By Patricia Negrón and Melanie June Grosvenor
Suffolk’s Poetry Center was almost filled to capacity Wednesday as poets Rebecca Kaiser Gibson and Gary Whited captured the attention of Suffolk students and faculty.
The audience leaned in to hear Gibson and Whited, who have both been published in the Salamander literary magazine based at Suffolk and have attended readings at Suffolk in the past.
“We have with us tonight two poets that have been very much a part of this community,” said Fred Marchant, Suffolk professor emeritus of English and director of the Poetry Center. “‘Community’ is one of those words that can so easily become a cliché, but to come out in the middle of the winter to a reading by another person, to park in Boston is something that deserves praise.”
Considering that Suffolk is located in the Boston Literary District, harboring a student literary community through events like this one is a great move.
Gibson read first, captivating the audience with the versatile sounds and rich language of her poems.
The words seemed to pop and fizzle as they burst out of her mouth, almost creating a chemical reaction with the room’s atmosphere as members of the audience internalized them.
She brought with her an opinel, a French knife used by peasants in the 1890s that requires a series of steps to unlock and open.
“The opinel itself has three parts,” Gibson said. “One is this wooden casing that is rigid and enclosing and sort of light, seeming to me to be solid, reliable but with limits. The other is the hinge, where things begin to sort of open up, and I began to look a little differently at the world, and I suppose that’s the center of the manuscript. And then, of course, it opens and does all those things that knives do.”
She used this piece of French history to explain why she chose “Opinel” as the title of her book and how the opinel was an integral theme of her story.
Some of her poems dealt with finding the magical in the mundane, which is why it was the perfect title.
Gibson’s poem “Opinel” says that artists also used the knife, meaning that art also comes from something as ordinary as a peasant knife.
Whited read poems from his book “Having Listened,” which all connected back to the theme of communication and listening.
As he read, the audience was transported to memories of the farm where he was raised in the plains of Montana. Most of his poems also touched upon the relationship between a father and son.
“So many of the poems are written in response to some experience of listening, some moment of listening,” Whited said. “In my current profession as a psychotherapist, listening is central. And as I look back on my years of teaching philosophy, I realize that listening was at the center of that enterprise: listening to students, listening to philosophical texts, and maybe, most importantly, listening to and within that context of the classroom, that dialogue.”

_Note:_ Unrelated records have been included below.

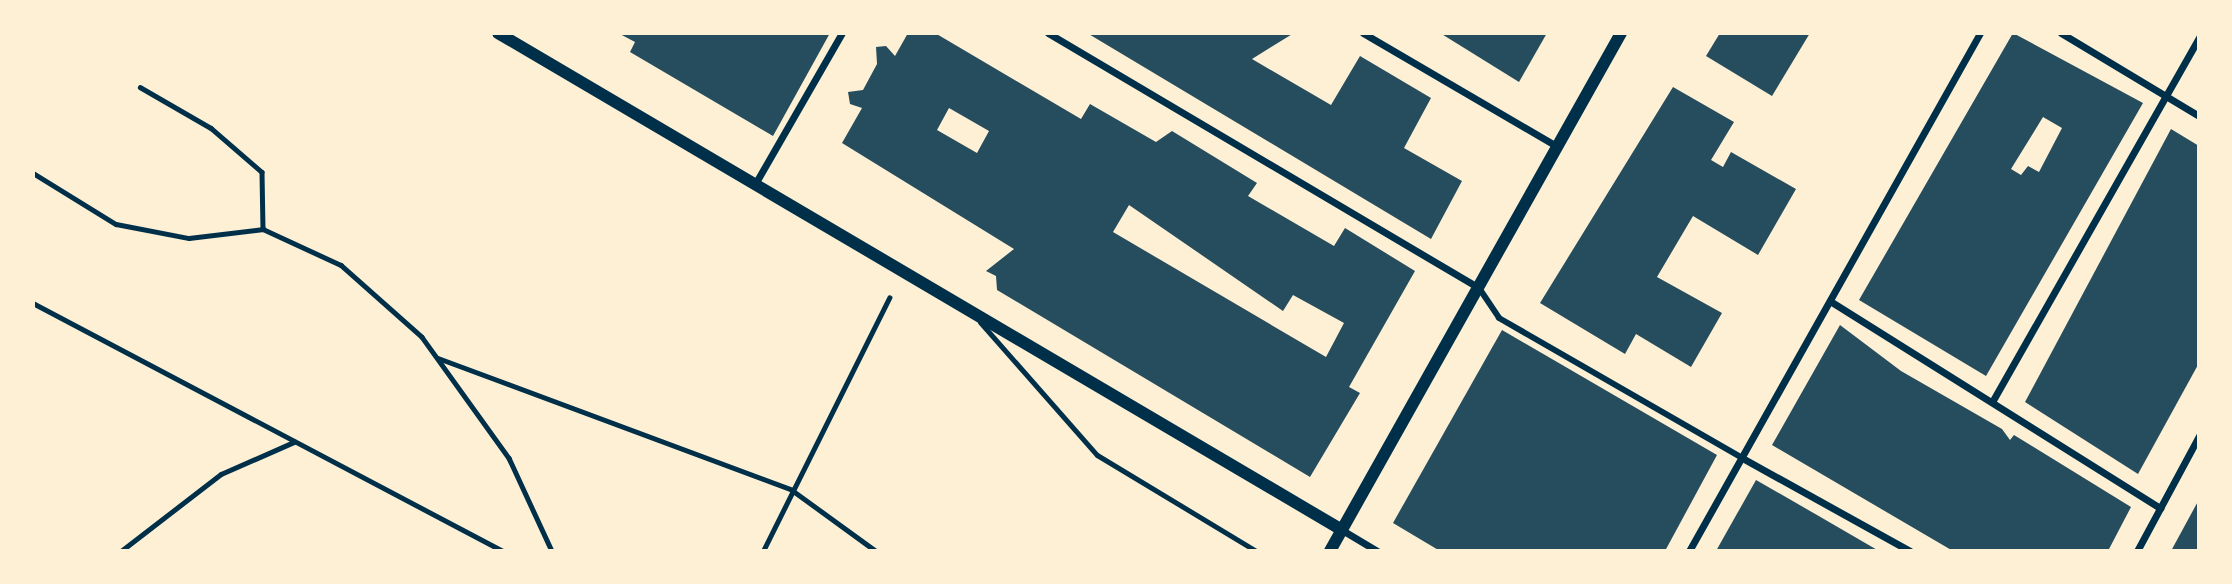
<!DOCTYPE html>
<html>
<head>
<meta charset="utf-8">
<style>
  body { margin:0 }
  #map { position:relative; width:2232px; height:584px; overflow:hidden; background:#fdf0d5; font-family:Raleway,sans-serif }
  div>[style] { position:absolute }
  .building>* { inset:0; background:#264d5e }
  .path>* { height:4.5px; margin:-2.25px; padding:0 2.25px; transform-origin:2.25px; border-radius:2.25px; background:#003049 }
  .service>* { height:5px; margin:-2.5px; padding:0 2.5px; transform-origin:2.5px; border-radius:2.5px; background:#003049 }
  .pedestrian>* { height:6px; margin:-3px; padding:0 3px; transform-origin:3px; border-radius:3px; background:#003049 }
  .minor>* { height:7px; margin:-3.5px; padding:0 3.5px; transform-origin:3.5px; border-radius:3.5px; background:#003049 }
  .tertiary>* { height:12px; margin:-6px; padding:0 6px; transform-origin:6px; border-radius:6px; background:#003049 }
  span { translate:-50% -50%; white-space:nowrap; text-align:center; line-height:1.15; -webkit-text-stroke:7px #fdf0d5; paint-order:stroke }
  .frame { position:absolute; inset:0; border:35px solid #fdf0d5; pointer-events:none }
</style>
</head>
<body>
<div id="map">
  <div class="building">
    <i style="clip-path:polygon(618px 33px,830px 33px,773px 136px,630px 52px,635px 42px)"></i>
    <i style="clip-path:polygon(evenodd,908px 33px,935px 33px,1081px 119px,1090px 104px,1156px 142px,1172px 131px,1257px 183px,1248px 196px,1334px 246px,1345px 228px,1415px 271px,1349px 387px,1360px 393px,1310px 477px,997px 290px,996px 276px,986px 271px,1014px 249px,842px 143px,862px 108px,850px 104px,848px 92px,863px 90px,877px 64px,876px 47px,886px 46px,895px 56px,908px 33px,949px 108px,989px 131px,977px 153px,937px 130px,949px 108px,908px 33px,1129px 205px,1283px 311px,1293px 295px,1344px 323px,1326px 357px,1113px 232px,1129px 205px)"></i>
    <i style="clip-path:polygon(1087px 33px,1294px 33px,1252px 59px,1331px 105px,1360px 56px,1431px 98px,1404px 148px,1462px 181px,1431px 239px)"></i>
    <i style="clip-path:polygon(1440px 33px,1547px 33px,1519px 82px)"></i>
    <i style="clip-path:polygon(1720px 33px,1810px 33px,1772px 96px,1706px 56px)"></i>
    <i style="clip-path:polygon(evenodd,2013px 33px,2143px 103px,1986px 376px,1859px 300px,2013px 33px,2043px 117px,2062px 128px,2039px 172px,2028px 166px,2021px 175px,2011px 169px,2043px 117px)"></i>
    <i style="clip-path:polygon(1673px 87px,1734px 122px,1711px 160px,1723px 167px,1731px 152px,1796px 189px,1758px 255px,1693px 216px,1657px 277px,1722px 313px,1691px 367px,1636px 334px,1625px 354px,1540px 303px)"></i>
    <i style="clip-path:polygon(2171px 129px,2199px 146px,2199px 363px,2138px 474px,2025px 402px)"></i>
    <i style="clip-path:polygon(1840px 325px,1901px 371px,2002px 429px,2010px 440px,2014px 435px,2131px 507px,2108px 551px,1953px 551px,1772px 445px)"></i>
    <i style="clip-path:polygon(1502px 330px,1717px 455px,1665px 551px,1440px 551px,1393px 523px)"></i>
    <i style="clip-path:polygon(1756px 480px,1817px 515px,1879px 551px,1716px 551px)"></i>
    <i style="clip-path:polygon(2199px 500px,2199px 551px,2171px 551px,2196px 505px)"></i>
  </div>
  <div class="path">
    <i style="left:140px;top:87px;width:82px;rotate:30deg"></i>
    <i style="left:211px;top:128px;width:67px;rotate:40.8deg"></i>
    <i style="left:262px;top:172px;width:57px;rotate:89deg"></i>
    <i style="left:33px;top:173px;width:97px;rotate:31.6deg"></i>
    <i style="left:116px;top:224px;width:74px;rotate:10.9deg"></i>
    <i style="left:189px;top:238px;width:75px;rotate:-6.9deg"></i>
    <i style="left:263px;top:229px;width:86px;rotate:24.8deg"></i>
    <i style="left:341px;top:265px;width:108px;rotate:41.6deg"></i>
    <i style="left:422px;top:337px;width:149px;rotate:54.3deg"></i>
    <i style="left:509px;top:458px;width:102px;rotate:65.2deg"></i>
    <i style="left:33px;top:303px;width:531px;rotate:27.82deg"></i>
    <i style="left:438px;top:358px;width:378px;rotate:20.4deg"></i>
    <i style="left:792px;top:490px;width:104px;rotate:36deg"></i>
    <i style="left:121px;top:551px;width:126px;rotate:-37.6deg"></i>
    <i style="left:221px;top:474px;width:80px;rotate:-23.7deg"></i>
    <i style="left:763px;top:551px;width:283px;rotate:-63.5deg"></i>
  </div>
  <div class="service">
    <i style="left:980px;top:322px;width:177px;rotate:48.7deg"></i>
    <i style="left:1097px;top:455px;width:186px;rotate:31.1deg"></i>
  </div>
  <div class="pedestrian">
    <i style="left:1479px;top:288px;width:36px;rotate:56deg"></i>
    <i style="left:1499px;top:318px;width:283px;rotate:29.9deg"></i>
  </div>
  <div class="minor">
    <i style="left:1048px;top:33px;width:501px;rotate:30.61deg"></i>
    <i style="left:1363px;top:33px;width:226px;rotate:30.3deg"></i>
    <i style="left:2061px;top:33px;width:161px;rotate:31deg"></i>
    <i style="left:755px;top:184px;width:174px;rotate:-60.1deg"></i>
    <i style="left:1830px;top:301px;width:390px;rotate:32.1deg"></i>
    <i style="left:1992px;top:402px;width:420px;rotate:-60.4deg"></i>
    <i style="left:1744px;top:459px;width:190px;rotate:29deg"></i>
    <i style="left:1342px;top:530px;width:41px;rotate:31deg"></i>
    <i style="left:1689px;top:551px;width:594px;rotate:-60.67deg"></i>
    <i style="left:2137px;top:551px;width:131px;rotate:-61.7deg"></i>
  </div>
  <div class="tertiary">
    <i style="left:498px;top:33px;width:979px;rotate:30.49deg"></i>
    <i style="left:1330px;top:551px;width:594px;rotate:-60.67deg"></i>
  </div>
  <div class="frame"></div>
</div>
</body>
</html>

Listening was definitely the main theme of the night. Halfway through the reading, Whited said he was thankful that everyone present was listening intently.
Listening was a natural and inevitable reaction to the comfort provided by his poems.
The Poetry Center should consider partnering up with the BLD to help sponsor events off campus and to promote Suffolk readings on campus through the BLD website in order to truly be a pillar of the literary community.
The English department’s next events at the Poetry Center this semester include a fiction reading by new novelist Maggie Mitchell on Nov. 13 at 3 p.m. and a poetry reading featuring David Ferry, a Distinguished Visiting Scholar at Suffolk, on Nov. 18 at 7 p.m.